AIM OF THE EXERCISE: Scan the records for lines holding "drop". Say how many there are and give nothing else.

[[ RECORDS TO USE, beginning ]]

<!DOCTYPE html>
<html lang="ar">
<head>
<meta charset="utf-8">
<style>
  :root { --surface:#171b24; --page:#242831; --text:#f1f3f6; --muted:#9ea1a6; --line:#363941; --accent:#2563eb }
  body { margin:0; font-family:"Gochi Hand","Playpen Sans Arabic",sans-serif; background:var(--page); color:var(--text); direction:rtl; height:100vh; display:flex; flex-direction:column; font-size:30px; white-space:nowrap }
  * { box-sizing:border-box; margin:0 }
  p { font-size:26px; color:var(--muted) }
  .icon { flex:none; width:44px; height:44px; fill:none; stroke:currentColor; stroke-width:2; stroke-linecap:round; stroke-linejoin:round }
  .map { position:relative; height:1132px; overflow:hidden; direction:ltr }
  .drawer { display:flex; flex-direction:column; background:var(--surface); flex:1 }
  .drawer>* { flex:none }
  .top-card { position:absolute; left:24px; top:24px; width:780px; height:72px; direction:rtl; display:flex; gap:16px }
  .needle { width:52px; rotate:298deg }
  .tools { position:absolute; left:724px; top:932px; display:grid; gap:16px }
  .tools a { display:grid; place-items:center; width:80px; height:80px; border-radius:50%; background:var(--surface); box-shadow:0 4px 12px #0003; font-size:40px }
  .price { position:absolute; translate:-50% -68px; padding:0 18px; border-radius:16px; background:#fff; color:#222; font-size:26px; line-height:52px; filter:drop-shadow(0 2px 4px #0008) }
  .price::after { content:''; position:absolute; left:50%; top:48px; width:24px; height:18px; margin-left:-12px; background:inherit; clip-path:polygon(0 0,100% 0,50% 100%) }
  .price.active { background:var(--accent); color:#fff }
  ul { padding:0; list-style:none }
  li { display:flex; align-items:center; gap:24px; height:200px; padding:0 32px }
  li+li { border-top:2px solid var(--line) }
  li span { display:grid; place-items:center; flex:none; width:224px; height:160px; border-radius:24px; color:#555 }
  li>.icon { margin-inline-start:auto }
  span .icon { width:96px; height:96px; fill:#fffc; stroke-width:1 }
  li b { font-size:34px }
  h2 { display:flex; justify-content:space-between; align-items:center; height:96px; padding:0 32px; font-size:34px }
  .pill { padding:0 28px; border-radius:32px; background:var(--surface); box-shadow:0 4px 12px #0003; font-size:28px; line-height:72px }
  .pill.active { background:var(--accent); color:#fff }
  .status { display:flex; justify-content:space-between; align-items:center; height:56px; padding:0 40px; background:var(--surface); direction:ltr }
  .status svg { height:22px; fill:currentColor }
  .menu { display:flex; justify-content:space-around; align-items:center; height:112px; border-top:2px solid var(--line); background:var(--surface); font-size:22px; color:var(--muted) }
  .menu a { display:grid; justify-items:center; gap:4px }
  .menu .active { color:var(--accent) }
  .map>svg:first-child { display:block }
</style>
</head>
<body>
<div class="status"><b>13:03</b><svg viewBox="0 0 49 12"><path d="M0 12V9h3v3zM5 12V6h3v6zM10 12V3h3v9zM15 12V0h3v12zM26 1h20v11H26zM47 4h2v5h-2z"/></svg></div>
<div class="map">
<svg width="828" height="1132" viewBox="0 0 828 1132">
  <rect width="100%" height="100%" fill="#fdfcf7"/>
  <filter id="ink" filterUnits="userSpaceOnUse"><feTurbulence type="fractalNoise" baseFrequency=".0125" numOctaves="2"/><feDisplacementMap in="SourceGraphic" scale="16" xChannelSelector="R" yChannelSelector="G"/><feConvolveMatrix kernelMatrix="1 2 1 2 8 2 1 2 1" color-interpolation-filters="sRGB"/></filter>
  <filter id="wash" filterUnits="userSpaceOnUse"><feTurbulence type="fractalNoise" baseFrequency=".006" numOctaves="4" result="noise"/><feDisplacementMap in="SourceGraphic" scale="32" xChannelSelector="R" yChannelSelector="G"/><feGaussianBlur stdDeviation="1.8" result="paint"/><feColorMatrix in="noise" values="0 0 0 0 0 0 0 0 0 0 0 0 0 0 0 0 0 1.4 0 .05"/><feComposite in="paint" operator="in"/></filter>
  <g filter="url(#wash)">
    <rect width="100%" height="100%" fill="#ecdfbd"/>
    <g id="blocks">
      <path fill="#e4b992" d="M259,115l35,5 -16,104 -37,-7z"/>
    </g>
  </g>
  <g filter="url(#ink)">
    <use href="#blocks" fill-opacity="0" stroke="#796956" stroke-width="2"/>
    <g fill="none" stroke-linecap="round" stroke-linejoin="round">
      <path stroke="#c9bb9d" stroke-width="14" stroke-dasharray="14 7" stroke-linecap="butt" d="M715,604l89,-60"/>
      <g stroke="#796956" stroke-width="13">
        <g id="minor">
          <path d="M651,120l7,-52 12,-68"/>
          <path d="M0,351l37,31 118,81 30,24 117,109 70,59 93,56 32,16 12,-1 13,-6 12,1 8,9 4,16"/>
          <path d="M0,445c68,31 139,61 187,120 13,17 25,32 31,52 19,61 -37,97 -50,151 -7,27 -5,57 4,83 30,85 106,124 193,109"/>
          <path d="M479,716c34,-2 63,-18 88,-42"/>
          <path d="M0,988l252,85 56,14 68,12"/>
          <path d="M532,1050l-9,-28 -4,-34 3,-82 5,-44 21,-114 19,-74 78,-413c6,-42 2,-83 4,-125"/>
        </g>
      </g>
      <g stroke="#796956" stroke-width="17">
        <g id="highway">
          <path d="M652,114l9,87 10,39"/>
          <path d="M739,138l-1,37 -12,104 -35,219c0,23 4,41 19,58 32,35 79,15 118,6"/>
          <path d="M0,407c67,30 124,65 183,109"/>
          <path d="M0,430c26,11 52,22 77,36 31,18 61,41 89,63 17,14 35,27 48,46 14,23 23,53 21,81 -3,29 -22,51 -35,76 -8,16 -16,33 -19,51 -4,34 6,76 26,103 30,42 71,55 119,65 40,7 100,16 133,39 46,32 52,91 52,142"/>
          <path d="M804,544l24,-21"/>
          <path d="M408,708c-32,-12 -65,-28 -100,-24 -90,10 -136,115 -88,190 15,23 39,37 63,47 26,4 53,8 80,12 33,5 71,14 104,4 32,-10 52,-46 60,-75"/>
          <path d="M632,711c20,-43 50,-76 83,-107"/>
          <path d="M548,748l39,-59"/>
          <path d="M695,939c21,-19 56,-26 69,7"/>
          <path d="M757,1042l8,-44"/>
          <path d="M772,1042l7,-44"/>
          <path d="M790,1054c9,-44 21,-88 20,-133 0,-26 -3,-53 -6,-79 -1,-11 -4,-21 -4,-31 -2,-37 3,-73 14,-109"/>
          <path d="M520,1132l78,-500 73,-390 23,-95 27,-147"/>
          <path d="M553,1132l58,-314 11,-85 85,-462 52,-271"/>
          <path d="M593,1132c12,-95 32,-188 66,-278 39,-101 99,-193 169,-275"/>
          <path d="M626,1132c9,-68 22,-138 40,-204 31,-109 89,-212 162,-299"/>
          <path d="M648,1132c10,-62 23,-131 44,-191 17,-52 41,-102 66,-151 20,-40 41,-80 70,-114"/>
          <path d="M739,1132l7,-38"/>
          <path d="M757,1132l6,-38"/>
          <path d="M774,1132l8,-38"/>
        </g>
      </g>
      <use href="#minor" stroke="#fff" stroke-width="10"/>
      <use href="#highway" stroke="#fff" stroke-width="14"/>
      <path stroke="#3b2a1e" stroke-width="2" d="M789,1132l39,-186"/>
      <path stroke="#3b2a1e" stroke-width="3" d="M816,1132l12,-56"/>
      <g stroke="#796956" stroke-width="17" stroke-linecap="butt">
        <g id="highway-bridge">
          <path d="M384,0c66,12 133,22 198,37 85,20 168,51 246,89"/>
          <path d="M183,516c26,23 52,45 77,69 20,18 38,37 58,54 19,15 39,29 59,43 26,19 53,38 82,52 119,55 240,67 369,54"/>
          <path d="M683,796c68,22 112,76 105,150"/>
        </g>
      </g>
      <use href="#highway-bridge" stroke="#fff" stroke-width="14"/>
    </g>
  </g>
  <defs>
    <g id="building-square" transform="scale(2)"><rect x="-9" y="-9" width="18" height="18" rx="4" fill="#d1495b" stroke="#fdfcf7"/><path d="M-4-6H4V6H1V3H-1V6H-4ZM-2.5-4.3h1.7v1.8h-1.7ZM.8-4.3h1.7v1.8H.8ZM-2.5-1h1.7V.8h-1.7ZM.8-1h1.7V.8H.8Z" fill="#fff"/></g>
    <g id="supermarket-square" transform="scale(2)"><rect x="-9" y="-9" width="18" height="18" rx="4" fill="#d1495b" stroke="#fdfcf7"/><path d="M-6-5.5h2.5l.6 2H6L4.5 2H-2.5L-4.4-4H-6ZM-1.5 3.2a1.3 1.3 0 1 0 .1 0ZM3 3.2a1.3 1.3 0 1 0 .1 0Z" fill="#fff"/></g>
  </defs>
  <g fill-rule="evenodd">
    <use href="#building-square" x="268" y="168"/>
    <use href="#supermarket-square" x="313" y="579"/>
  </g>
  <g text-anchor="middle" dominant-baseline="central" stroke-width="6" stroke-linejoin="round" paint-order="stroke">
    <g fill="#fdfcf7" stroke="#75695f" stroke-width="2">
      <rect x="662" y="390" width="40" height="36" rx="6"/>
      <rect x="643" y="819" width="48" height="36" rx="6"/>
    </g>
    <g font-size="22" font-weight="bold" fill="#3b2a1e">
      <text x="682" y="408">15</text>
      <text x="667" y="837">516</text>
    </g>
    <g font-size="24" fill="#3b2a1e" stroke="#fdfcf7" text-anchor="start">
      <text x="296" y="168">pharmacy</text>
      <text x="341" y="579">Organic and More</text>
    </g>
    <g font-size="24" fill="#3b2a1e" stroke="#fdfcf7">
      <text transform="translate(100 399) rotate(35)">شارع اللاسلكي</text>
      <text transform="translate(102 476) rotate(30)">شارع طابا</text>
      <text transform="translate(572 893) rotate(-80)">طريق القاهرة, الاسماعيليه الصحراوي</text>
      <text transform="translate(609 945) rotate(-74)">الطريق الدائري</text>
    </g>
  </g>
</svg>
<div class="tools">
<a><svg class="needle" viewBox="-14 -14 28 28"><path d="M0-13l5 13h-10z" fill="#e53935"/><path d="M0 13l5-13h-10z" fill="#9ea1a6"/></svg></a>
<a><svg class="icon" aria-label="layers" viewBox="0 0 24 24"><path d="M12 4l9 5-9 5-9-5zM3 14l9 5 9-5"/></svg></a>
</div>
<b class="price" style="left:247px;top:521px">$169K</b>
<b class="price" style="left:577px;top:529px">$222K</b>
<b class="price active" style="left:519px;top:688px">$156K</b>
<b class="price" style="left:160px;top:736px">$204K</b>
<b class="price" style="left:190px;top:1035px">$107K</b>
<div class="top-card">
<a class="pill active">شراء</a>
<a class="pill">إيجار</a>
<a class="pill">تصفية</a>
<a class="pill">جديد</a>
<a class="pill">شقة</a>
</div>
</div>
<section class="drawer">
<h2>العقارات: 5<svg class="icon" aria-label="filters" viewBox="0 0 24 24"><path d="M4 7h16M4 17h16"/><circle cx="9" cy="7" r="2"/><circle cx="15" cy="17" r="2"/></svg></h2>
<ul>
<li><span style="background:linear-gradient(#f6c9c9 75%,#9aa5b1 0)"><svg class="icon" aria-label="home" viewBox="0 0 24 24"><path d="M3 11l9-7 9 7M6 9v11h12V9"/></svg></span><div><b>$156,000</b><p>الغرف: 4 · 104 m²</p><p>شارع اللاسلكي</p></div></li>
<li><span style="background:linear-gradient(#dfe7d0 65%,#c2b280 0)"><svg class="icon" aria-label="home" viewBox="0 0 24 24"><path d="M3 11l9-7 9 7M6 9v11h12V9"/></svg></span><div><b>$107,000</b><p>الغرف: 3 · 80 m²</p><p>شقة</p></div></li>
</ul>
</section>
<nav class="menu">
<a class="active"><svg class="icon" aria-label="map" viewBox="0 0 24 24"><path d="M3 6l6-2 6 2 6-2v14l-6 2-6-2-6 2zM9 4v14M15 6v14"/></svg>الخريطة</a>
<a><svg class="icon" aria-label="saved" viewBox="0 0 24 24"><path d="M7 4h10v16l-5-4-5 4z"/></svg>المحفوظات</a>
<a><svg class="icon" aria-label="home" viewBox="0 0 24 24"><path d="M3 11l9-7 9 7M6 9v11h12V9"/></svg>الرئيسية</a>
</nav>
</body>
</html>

[[ RECORDS TO USE, end ]]
[[ RECORDS TO USE, beginning ]]

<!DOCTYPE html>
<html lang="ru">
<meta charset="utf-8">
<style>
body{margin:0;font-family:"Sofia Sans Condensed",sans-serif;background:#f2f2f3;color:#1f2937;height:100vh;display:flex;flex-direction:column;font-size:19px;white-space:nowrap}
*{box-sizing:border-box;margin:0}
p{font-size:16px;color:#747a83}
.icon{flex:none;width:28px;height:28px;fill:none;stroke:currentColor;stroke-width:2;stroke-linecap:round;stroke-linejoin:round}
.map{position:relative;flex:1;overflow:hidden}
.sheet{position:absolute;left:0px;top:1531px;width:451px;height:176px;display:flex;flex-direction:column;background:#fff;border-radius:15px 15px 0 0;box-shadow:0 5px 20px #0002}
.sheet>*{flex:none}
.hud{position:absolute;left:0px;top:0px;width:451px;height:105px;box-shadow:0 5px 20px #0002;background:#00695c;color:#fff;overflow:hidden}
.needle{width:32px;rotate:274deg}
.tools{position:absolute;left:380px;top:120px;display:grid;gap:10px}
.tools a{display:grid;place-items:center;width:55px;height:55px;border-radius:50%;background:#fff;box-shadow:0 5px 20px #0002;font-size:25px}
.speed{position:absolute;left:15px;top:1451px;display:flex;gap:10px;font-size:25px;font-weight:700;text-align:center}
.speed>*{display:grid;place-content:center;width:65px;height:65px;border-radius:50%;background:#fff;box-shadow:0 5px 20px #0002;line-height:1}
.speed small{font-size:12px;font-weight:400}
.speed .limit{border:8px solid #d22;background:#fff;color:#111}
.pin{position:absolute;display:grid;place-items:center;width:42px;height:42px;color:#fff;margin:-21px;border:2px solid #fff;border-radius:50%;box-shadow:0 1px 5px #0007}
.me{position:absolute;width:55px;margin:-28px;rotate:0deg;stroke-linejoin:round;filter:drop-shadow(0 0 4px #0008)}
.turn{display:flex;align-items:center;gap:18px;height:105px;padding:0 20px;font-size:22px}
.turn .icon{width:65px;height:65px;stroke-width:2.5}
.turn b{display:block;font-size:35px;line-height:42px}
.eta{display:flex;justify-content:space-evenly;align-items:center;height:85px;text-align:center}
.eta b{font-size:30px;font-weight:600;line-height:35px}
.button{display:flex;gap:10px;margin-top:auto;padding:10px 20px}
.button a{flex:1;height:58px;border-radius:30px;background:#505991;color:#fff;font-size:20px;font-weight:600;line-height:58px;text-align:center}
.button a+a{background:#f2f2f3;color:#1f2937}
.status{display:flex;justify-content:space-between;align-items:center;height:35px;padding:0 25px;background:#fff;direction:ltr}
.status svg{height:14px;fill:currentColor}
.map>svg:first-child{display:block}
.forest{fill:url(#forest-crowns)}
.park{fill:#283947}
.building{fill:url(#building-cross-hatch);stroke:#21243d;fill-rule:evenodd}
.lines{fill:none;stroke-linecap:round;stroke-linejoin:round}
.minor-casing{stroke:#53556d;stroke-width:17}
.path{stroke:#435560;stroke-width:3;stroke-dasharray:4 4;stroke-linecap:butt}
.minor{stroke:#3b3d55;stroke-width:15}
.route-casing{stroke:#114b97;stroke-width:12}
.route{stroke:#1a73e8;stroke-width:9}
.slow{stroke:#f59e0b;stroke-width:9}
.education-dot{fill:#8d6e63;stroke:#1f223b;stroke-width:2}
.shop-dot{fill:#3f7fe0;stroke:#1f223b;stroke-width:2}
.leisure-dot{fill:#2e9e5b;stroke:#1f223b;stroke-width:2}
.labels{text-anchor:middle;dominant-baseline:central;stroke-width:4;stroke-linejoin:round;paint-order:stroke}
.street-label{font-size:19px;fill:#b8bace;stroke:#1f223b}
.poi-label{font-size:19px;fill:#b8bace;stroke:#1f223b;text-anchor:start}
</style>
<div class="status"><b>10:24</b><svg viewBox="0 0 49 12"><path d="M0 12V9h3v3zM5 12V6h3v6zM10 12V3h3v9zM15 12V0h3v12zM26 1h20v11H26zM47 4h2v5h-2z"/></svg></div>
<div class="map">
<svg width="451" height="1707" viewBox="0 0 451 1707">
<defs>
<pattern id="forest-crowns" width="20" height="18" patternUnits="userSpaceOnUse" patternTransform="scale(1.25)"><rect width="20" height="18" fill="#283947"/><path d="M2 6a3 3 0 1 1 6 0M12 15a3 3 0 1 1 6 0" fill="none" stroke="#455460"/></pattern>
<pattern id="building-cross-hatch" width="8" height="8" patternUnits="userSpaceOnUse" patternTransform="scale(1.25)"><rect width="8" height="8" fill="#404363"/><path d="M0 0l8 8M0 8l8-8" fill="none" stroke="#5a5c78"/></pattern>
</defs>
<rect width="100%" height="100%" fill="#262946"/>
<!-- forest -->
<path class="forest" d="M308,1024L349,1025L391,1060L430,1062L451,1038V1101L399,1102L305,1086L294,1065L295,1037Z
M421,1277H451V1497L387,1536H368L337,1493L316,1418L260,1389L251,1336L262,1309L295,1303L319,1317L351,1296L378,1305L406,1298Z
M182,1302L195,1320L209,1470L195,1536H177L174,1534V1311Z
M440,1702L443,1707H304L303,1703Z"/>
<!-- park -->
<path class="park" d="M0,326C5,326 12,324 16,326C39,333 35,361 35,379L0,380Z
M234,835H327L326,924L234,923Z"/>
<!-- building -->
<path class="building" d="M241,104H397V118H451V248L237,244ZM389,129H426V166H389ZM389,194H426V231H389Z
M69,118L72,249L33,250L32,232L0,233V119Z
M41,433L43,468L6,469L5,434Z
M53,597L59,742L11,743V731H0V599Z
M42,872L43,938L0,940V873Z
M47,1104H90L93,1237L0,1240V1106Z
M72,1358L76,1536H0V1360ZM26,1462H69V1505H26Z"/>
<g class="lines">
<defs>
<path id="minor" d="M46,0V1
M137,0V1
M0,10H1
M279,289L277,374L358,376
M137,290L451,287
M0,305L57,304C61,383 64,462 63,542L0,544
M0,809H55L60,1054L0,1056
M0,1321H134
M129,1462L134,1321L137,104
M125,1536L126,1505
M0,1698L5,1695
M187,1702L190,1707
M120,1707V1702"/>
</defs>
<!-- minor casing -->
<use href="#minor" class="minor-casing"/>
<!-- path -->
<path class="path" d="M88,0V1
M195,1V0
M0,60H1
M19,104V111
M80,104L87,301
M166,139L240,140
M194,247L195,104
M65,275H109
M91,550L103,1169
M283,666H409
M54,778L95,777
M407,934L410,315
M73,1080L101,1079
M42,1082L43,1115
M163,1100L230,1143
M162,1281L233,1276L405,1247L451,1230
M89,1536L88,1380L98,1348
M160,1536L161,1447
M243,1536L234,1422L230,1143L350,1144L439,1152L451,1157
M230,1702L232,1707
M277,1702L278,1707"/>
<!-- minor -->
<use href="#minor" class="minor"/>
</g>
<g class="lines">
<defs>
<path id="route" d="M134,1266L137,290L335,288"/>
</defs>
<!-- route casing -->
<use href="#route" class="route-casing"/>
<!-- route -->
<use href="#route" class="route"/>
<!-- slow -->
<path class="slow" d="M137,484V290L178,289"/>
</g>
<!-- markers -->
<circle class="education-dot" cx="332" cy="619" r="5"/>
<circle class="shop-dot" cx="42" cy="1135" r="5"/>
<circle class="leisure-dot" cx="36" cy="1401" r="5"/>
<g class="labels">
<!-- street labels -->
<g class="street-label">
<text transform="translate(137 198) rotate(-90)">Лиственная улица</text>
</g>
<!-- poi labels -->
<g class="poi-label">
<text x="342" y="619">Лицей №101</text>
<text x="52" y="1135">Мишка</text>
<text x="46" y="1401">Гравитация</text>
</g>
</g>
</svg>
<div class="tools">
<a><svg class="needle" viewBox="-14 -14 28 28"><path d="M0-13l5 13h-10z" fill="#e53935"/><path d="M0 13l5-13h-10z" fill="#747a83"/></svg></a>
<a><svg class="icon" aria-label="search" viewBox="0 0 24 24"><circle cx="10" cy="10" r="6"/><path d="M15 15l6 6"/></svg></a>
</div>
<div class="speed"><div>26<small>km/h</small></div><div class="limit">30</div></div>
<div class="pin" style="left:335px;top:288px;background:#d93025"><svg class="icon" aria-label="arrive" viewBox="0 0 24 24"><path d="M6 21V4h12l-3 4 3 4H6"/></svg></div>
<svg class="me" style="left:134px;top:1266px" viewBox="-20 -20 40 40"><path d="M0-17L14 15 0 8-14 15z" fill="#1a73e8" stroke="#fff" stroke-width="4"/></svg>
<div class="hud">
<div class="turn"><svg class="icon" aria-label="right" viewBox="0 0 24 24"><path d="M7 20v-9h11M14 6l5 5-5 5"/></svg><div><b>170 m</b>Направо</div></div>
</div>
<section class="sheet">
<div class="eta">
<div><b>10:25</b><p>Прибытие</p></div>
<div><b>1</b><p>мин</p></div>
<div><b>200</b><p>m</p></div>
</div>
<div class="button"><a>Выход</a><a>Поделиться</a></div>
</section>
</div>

[[ RECORDS TO USE, end ]]

SOLUTION: 2